You know how it is. You want to be a good parent. You pour all your energy into it. You love, you discipline. You do fun things, you're enthusiastic, you love having kids and you enjoy being with them!
But then the house has to be straightened up. In my world, getting five kids to help clean up is like pulling five unconscious sumo wrestlers up a steep hill with a rope. Sometimes loud voices prevail. It was at the tail-end of a the kind of awesome day I could easily have won a Good Parenting medal for, that the kids were helping me clean up the house. I heard Xanthe say to a big sister, "Mama is mean." And the big sister replied, "Get used to it. She's always mean." Here I thought I was June Cleaver and it turns out I'm Miss Hannigan?

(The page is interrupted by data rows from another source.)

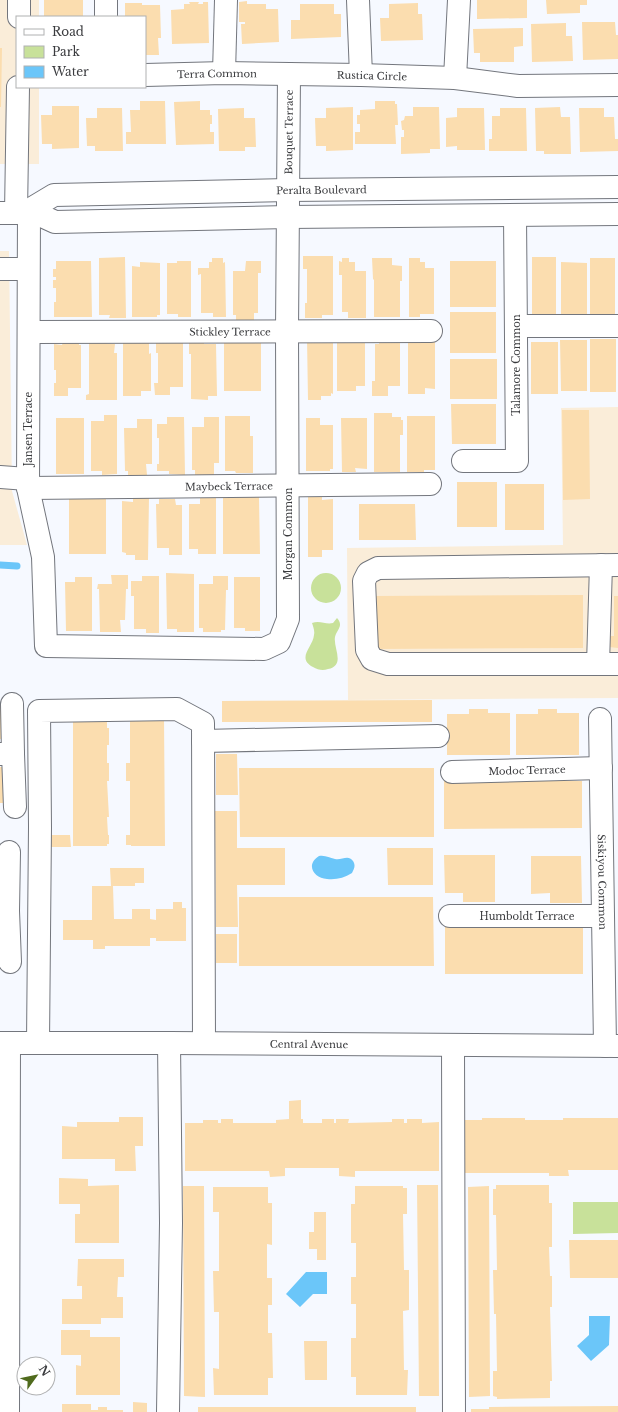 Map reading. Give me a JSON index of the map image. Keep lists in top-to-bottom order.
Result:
{
  "streets": {
    "street": [
      "Terra Common",
      "Rustica Circle",
      "Bouquet Terrace",
      "Peralta Boulevard",
      "Stickley Terrace",
      "Talamore Common",
      "Jansen Terrace",
      "Maybeck Terrace",
      "Morgan Common",
      "Modoc Terrace",
      "Siskiyou Common",
      "Humboldt Terrace",
      "Central Avenue"
    ]
  },
  "crossings": [
    ["Terra Common", "Rustica Circle"],
    ["Terra Common", "Bouquet Terrace"],
    ["Rustica Circle", "Bouquet Terrace"],
    ["Bouquet Terrace", "Peralta Boulevard"],
    ["Bouquet Terrace", "Morgan Common"],
    ["Peralta Boulevard", "Jansen Terrace"],
    ["Peralta Boulevard", "Morgan Common"],
    ["Stickley Terrace", "Jansen Terrace"],
    ["Stickley Terrace", "Morgan Common"],
    ["Jansen Terrace", "Maybeck Terrace"],
    ["Jansen Terrace", "Morgan Common"],
    ["Maybeck Terrace", "Morgan Common"],
    ["Modoc Terrace", "Siskiyou Common"],
    ["Siskiyou Common", "Humboldt Terrace"],
    ["Siskiyou Common", "Central Avenue"]
  ],
  "legend": ["Road", "Park", "Water"],
  "north": "top right"
}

Just like that, eight hours of smooth sailing, wiped out by one rogue wave. I really want to be good at the one role that I value above all others. But how? When it comes right down to it, being mean is part of my job as a mom, therefore I will periodically be hated and despised by my children, the very people I love most in the world. That hurts! I want to be nice all the time, I do! These kids are so much fun. But we all know kids whose parents are nice (read: indulgent) all the time, right? I'm trying to raise responsible, bright, thoughtful, kind, accomplished and intelligent kids here, but so far, we're still working on the basics: "Pick up your coat." We're way behind! Of course I'm stressed! We're still on Lesson One, Picking Up Your Coat, and I just know we should be on Lesson 500 by now. My kids have all this potential to be the kind of decent human beings who put their coats away and I'm ruining them because I'm no good at teaching the lesson. Can someone please tell me how to be mean in a nice way? Is it possible to be a responsible parent and still be universally adored at all times by your offspring? That's all I want. Oh, and world peace.
10 comments:
If you figure this one out PLEASE share! I found myself at the end of the day today wondering why I always seem to lose it at bedtime. That is when we are supposed share some profound thought and a hug and a kiss and peacefully see the day out. Never happens. It is always a battle. Oh, well we can always hope for world peace.
I'm mean, too! David is the nice parent at our house. Mom is usually the one who has to lay down the law and "teach her kids to work". You have plenty of love and affection to override your necessary streaks of meanness.
Teaching your kids to pick up their coats..Have you seen the new Karate Kid movie? If not, you should.
I was told by a very wise mother to "sacrifice perfection to teach responsibility." I'm sure you are one of the best moms out there at doing just that! Although I don't know you, I can tell by reading your blog entries that you are the kind of mom the rest of us wish we could be. Keep it up. :)
Try not to get down on yourself! As a child it is so easy to see discipline as being angry... but as the years go by we all become more grateful for the big and little lessons that our parents have taught us. You are raising incredible children Circe... it's because of you that they are already amazing :)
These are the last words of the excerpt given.